O decreto ainda prossegue no art. 95 ao abordar que a visita íntima teria por “finalidade fortalecer as relações familiares do preso e será regulamentada pelo Ministério da Justiça. Parágrafo único. É proibida a visita íntima nas celas de convivência dos presos”. A suspensão das visitas com contato era permitida apenas em caráter excepcional. Dessa maneira, a visita social e íntima não seria, a princípio, um problema no Sistema Penitenciário Federal, sua previsão legal e ocorrência dentro da rotina dos presídios federais, identificava-a como parte do conjunto dos direitos da pessoa presa (e da sua família) quanto a manutenção dos vínculos sociais e familiares.

Deve-se ponderar que a visita íntima não possui expressa definição legal na LEP, tendo se constituído como direito da pessoa presa, sobretudo, por força de costume e entendimento das cortes superiores e normativas infralegais no país. Dada a sua precariedade normativa, a pressão e mobilização de familiares e das pessoas em situação de prisão são importantes para seu efetivo cumprimento (LAGO, 2019). Desse modo, a viabilidade para sua ocorrência, passa dentre outras questões, sobre o entendimento e iniciativa dos estados da federação quanto ao atendimento desse direito13

Embora a regulamentação da visita íntima fique a critério dos estados, o Conselho Nacional de Política Penitenciária (CNPCP) tem editado resoluções para estabelecer recomendações e diretrizes para o atendimento desse direito pelos estados da federação. A mais recente é datada de 2021 (Resolução n° 23 de 04 de novembro de 2021) e possui mais restrições se comparada às suas antecessoras (resoluções de 1999 e 2011). No âmbito do Sistema Penitenciário Federal o decreto n° 6.049/2007 trouxe a previsão inicial de sua ocorrência, tendo sido posteriormente regulamentado por atos próprios,14 que em linhas gerais descrevem o número limite de visitantes, bem como, outras minúcias tais como vestuário e orientações para cadastro etc.

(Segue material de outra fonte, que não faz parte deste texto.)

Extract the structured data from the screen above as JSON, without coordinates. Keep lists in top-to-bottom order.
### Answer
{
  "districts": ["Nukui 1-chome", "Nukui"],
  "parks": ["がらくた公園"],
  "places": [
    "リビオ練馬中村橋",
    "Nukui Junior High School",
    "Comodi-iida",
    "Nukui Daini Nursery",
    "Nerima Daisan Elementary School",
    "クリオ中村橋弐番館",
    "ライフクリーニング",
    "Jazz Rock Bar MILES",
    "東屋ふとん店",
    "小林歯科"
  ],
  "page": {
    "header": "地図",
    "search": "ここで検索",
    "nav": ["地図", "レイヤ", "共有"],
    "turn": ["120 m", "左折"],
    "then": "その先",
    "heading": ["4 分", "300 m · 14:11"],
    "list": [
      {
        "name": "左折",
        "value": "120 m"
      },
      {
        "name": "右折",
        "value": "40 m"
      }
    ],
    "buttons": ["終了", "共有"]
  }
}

Outro aspecto importante, sobre as visitas de um modo geral, diz respeito ao deslocamento de mulheres, familiares e parentes às unidades prisionais para visitação. Assim, é frequente que tais visitas precisem se dirigir para outros bairros, cidades e regiões para visitar seus entes, ressaltando-se que os custos e as preparações envolvidas nessa empreitada são expressivos. Em São Paulo onde ocorreu um espraiamento e descentralização de unidades prisionais pelo estado os relatos das visitantes passa também pela disponibilidade de tempo e dinheiro na programação de suas idas às visitas nos estabelecimentos prisionais (LAGO, 2019; GODÓI, 2017; SILVESTRE, 2013).

Em relação ao Sistema Penitenciário Federal este é certamente um fator que se sobressai, em especial, por tais unidades estarem longe do local de origem da maioria dos custodiados e consequentemente de suas famílias. Além disso, por critérios de segurança, tais presídios são construídos em perímetros distantes dos centros urbanos das cidades em que se localizam, correspondendo a outro entrave à visitação. De acordo com o Anuário do Sistema Penitenciário Federal de 2016 em que foram ouvidos 367 custodiados, mais da metade deles afirmou naquela ocasião receber visita social regularmente (53,87%), daqueles que não recebiam (30,03%), um dos principais motivos para tal dizia respeito à distância (49,40%) (DEPEN, 2016, p. 40). Em um país de dimensões continentais tal como o Brasil esse é um aspecto importante para se observar quanto a dinâmica das visitações em presídios federais. Por outro lado, é possível considerar a partir desse universo de informações que uma quantidade importante de famílias, companheiras, cônjuges tiveram êxito em se deslocar para a visitação em tais estabelecimento prisionais.15

Outro fator distintivo do Sistema Penitenciário Federal é a impossibilidade de ingresso de gêneros alimentícios ou de qualquer outra natureza pelas visitas. Nesse aspecto, a discrepância entre as unidades estaduais é notável, pois, conforme pontuado previamente a visita é também o momento em que são entregues e consumidos itens que representam uma vantagem, se não, a garantia à sobrevida na prisão (LAGO, 2019; DUARTE, 2015; SILVESTRE, 2013).

***

Pode se apontar que a visita social com contato e íntimo não seria por si só um evento considerado como alheio à rotina dos presídios federais. Contudo, a sua existência não implicava por consequência a compreensão de que fosse pertinente em um sistema que possui características fortemente pautadas pela disciplina e segurança. O desconforto, principalmente, em relação à visita íntima, aparece como tema de discussão e divergência em narrativas de interlocutores a quem pude entrevistar, mas também, no registro de eventos destinados a discutir a política penitenciária do Sistema Penitenciário Federal.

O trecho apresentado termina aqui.